• Records for processing:
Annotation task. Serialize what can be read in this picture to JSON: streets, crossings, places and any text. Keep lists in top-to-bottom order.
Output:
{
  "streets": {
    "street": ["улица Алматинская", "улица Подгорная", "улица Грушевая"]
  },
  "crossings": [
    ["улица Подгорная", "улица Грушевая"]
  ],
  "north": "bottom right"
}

---

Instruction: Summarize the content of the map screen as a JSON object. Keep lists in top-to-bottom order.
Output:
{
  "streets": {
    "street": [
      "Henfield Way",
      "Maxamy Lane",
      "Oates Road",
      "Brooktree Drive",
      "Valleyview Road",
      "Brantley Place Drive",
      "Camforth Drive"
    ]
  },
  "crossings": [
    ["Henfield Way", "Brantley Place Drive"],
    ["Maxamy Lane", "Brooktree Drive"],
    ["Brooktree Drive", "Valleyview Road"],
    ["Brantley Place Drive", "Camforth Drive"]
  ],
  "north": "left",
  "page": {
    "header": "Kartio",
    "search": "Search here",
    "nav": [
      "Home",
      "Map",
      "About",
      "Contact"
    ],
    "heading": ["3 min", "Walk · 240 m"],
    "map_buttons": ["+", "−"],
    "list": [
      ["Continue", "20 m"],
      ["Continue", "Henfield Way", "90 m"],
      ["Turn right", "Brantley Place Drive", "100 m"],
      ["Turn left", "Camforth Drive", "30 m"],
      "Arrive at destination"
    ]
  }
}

==

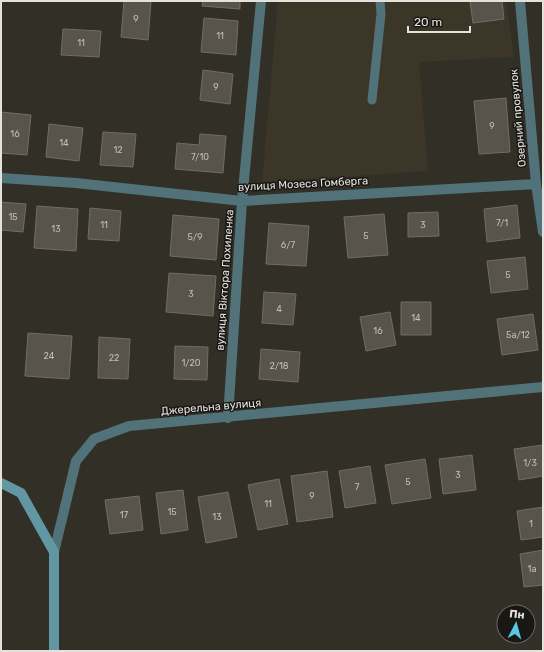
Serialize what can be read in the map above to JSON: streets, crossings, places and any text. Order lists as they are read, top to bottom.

• To do: In the records above, find the lines holding "JSON". Copy each one.

• Solution for this problem:
Annotation task. Serialize what can be read in this picture to JSON: streets, crossings, places and any text. Keep lists in top-to-bottom order.
Instruction: Summarize the content of the map screen as a JSON object. Keep lists in top-to-bottom order.
Serialize what can be read in the map above to JSON: streets, crossings, places and any text. Order lists as they are read, top to bottom.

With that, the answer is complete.